START Dataset
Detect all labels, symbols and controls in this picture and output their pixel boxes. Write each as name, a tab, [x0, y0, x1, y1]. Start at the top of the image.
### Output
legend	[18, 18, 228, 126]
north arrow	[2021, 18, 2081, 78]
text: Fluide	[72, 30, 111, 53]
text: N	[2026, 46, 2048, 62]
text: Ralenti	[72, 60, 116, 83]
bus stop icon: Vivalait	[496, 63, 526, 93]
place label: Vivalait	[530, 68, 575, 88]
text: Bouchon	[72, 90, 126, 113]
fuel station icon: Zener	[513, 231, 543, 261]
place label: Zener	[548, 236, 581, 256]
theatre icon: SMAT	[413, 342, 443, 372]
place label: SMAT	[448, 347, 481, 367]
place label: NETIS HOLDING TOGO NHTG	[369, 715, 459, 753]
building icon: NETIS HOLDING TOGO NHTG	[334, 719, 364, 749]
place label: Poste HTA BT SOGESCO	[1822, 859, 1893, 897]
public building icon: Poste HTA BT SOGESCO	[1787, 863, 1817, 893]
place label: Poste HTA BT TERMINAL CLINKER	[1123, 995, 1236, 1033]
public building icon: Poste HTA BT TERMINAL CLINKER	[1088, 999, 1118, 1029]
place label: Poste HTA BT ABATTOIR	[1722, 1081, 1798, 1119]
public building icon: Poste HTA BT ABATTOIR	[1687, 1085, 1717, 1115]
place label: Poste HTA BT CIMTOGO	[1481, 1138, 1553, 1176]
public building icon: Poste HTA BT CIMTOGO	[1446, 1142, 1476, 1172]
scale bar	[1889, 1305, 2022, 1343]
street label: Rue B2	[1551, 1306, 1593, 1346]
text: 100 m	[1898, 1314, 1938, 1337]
END Dataset
Among the entries above, find every line holding "NETIS" and copy it.

place label: NETIS HOLDING TOGO NHTG	[369, 715, 459, 753]
building icon: NETIS HOLDING TOGO NHTG	[334, 719, 364, 749]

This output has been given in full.